Aşırı değişken beslenme kalıpları yüzünden gerilmeyin. Adaptasyon, günümüzün kuralı.
ESKİ KURAL
İstikrarlı yağ kaybı, azimli bir beslenme planıyla kazanılır: İki ila üç saatte bir altı küçük öğün tüketin; kahvaltıyı atlarsanız risk alırsınız. İyisi mi siz tüm o saklama kapları için daha büyük bir iş çantası alın.
YENİ KURAL
Klişe olsa da doğru: En iyi diyet, sadık kalabildiğiniz diyettir. Bu nedenle, iş günü boyunca aç hissediyorsanız, dilediğiniz kadar sık yemek yiyin. Ancak yakıtsız kalan vücudunuzun acıyla çığlık atmasın- dan korkup, kahvaltıdan iki saat sonra fıstık ezmeli pirinç patlaklarını zorla yemeye çalışmanıza gerek yok. Tıbbi bir inceleme, öğün sıklığı ile yağ kaybı arasında kayda değer bir ilişki göremedi. Aynı zamanda, Plos One’daki bir çalışmada da günde üç öğün tüketmenin aslında metabolizmanızı hızlandırdığı keşfedildi.

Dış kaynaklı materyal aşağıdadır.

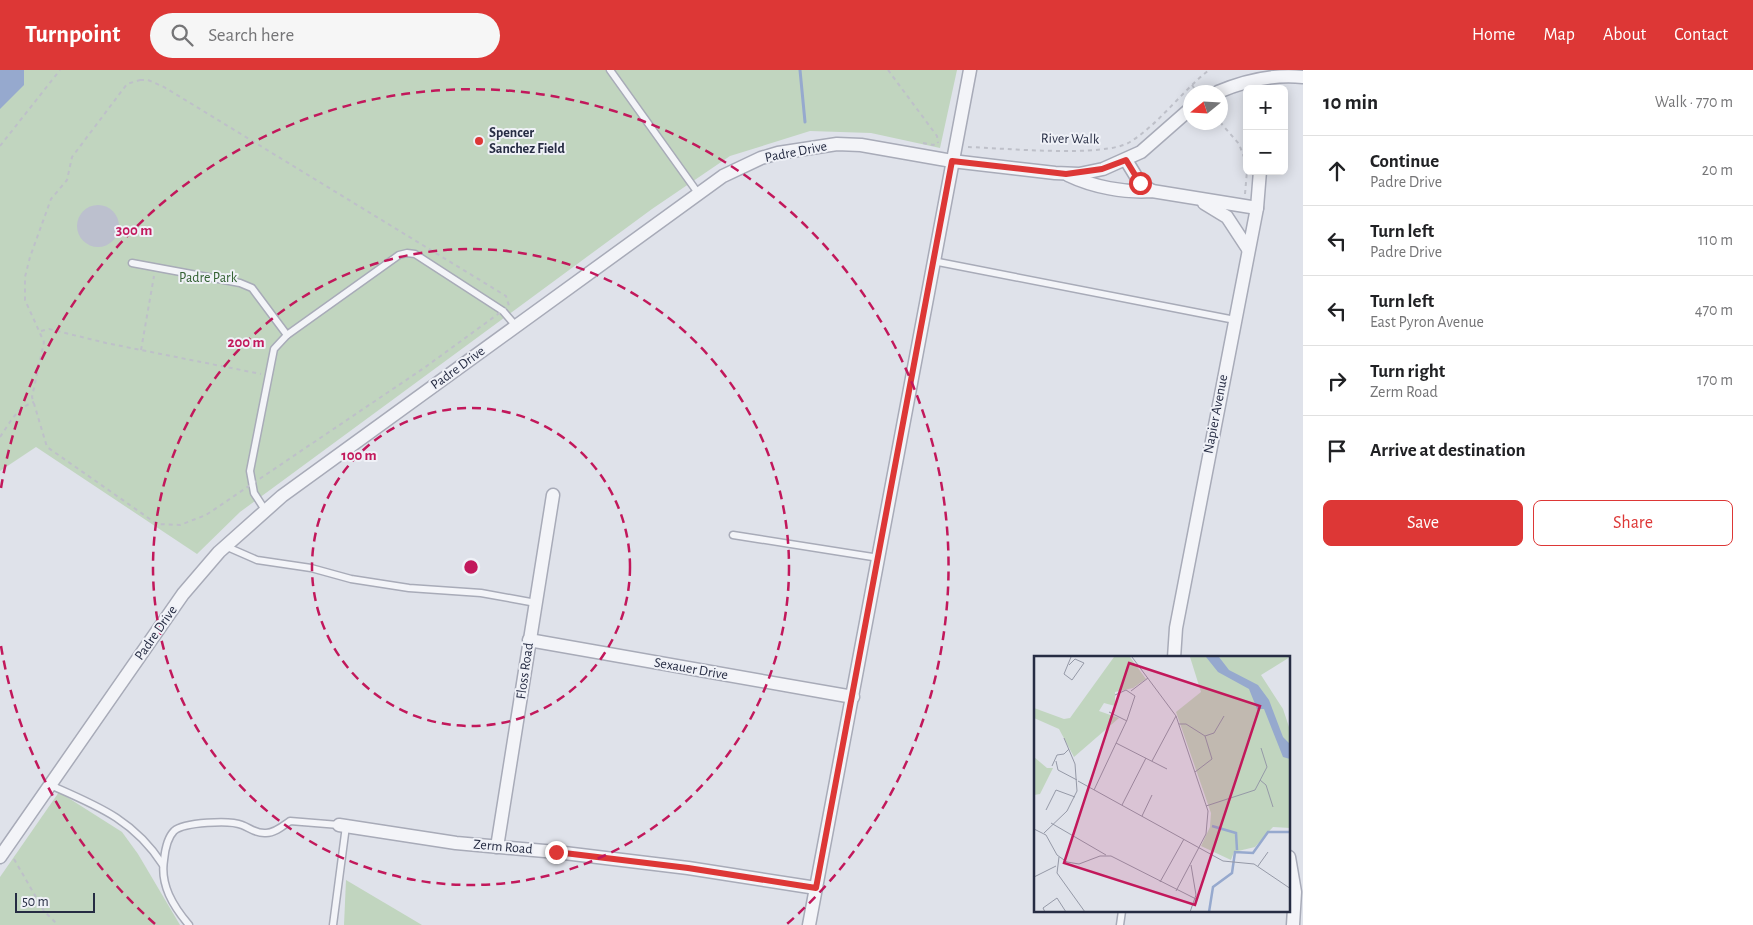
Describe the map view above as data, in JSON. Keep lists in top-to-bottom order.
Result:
{
  "streets": {
    "street": [
      "Padre Drive",
      "Napier Avenue",
      "Sexauer Drive",
      "Floss Road",
      "Zerm Road"
    ],
    "path": ["River Walk"]
  },
  "crossings": [
    ["Padre Drive", "Napier Avenue"],
    ["Sexauer Drive", "Floss Road"],
    ["Floss Road", "Zerm Road"]
  ],
  "parks": ["Padre Park"],
  "places": ["Spencer Sanchez Field"],
  "scale_bar": "50 m",
  "north": "left",
  "page": {
    "header": "Turnpoint",
    "search": "Search here",
    "nav": [
      "Home",
      "Map",
      "About",
      "Contact"
    ],
    "heading": ["10 min", "Walk · 770 m"],
    "map_buttons": ["+", "−"],
    "list": [
      ["Continue", "Padre Drive", "20 m"],
      ["Turn left", "Padre Drive", "110 m"],
      ["Turn left", "East Pyron Avenue", "470 m"],
      ["Turn right", "Zerm Road", "170 m"],
      "Arrive at destination"
    ],
    "buttons": ["Save", "Share"],
    "scale": "50 m"
  },
  "rings": ["300 m", "200 m", "100 m"]
}
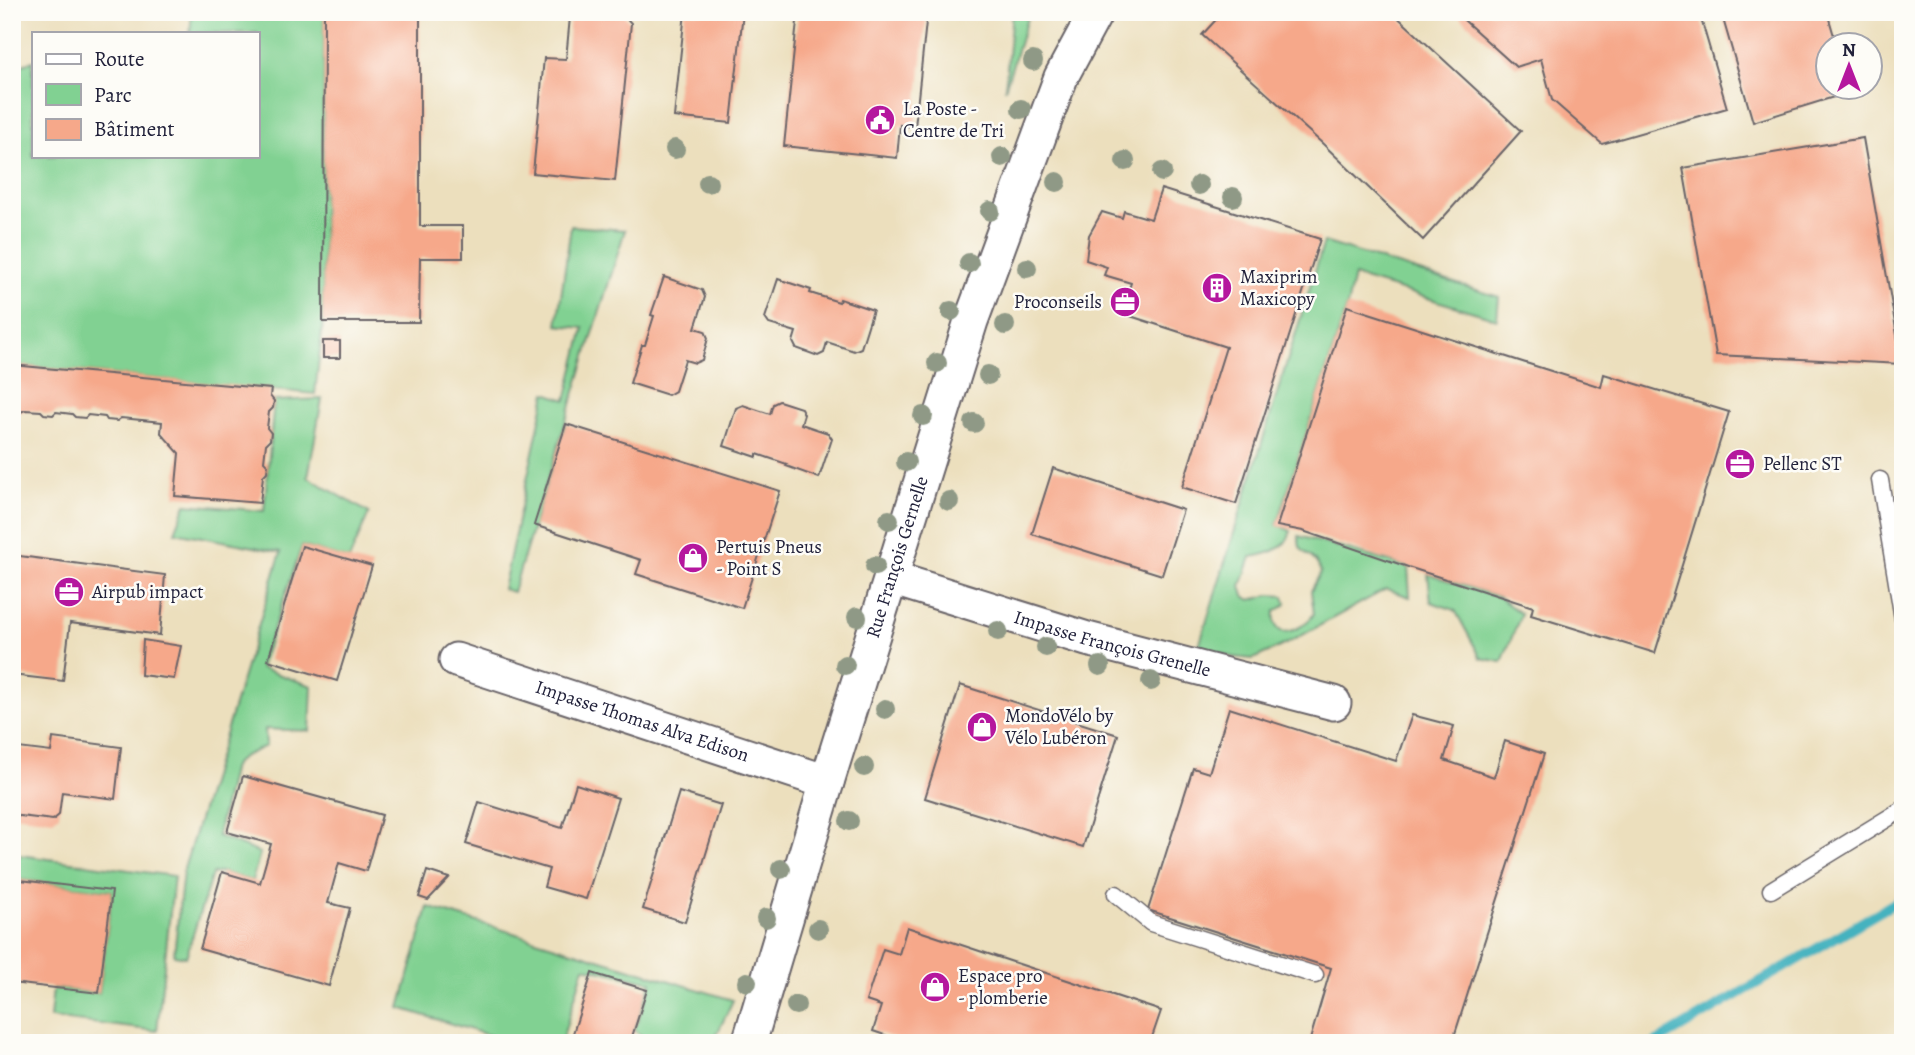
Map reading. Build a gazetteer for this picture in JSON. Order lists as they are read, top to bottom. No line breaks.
{"streets":{"street":["Rue François Gernelle","Impasse François Grenelle","Impasse Thomas Alva Edison"]},"crossings":[["Rue François Gernelle","Impasse François Grenelle"],["Rue François Gernelle","Impasse Thomas Alva Edison"]],"places":{"public building":["La Poste - Centre de Tri"],"building":["Maxiprim Maxicopy"],"office":["Proconseils","Pellenc ST","Airpub impact"],"shop":["Pertuis Pneus - Point S","MondoVélo by Vélo Lubéron","Espace pro - plomberie"]},"legend":["Route","Parc","Bâtiment"],"north":"top"}
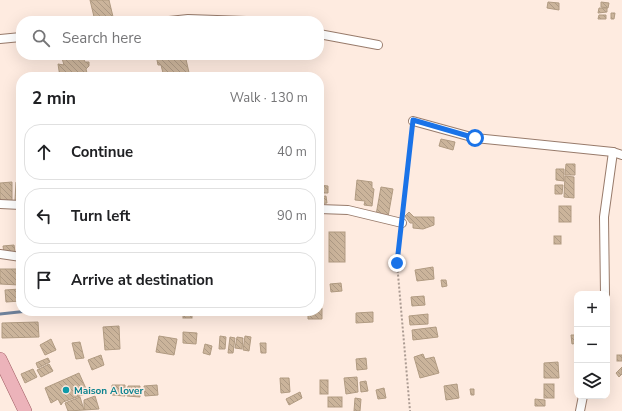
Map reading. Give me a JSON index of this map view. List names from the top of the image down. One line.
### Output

Vücudunuzun açlık sinyallerini reddettiğinizde, daha büyük bir kilo alma riskiyle karşı karşıyasınız demektir: Cornell Üniversitesi’ndeki bilim insanları, karınları yemeleri gerektiğinin işaretini verene dek bekleyen insanlara kıyasla, iştahları fark etmeksizin saate göre beslenenlerin kan şekerlerinin daha çok yükseldiğini gördü. Ekstra kütle kazanmak istiyorsanız bu işe yarayacak olsa da yağ kaybettiğiniz dönemde ters tepecektir.
“Aralıklı orucun büyük bir hayranıyım,” diyor Londra’daki antrenman salonu Workshop Gymnasium’un performans koçu Artur Zolkiewicz. “Model olarak yaptığım fotoğraf çekimleri için hazırlanmak amacıyla bunu kullanıyorum ve vücudumun açlık sinyalleriyle temasta kalmama yardımcı oluyor.”
Beslenme uzmanlarının “öğün atlama” dediği zaman kısıtlamalı beslenme programının, yağ oksidasyonunu artırdığı görüldü. Diğer bir deyişle, ofise gitmeden önceki yulaf lapası zamanını kaçırırsanız endişelenmeyin. Acıktıysanız da tek yapmanız gereken bir şeyler yemek.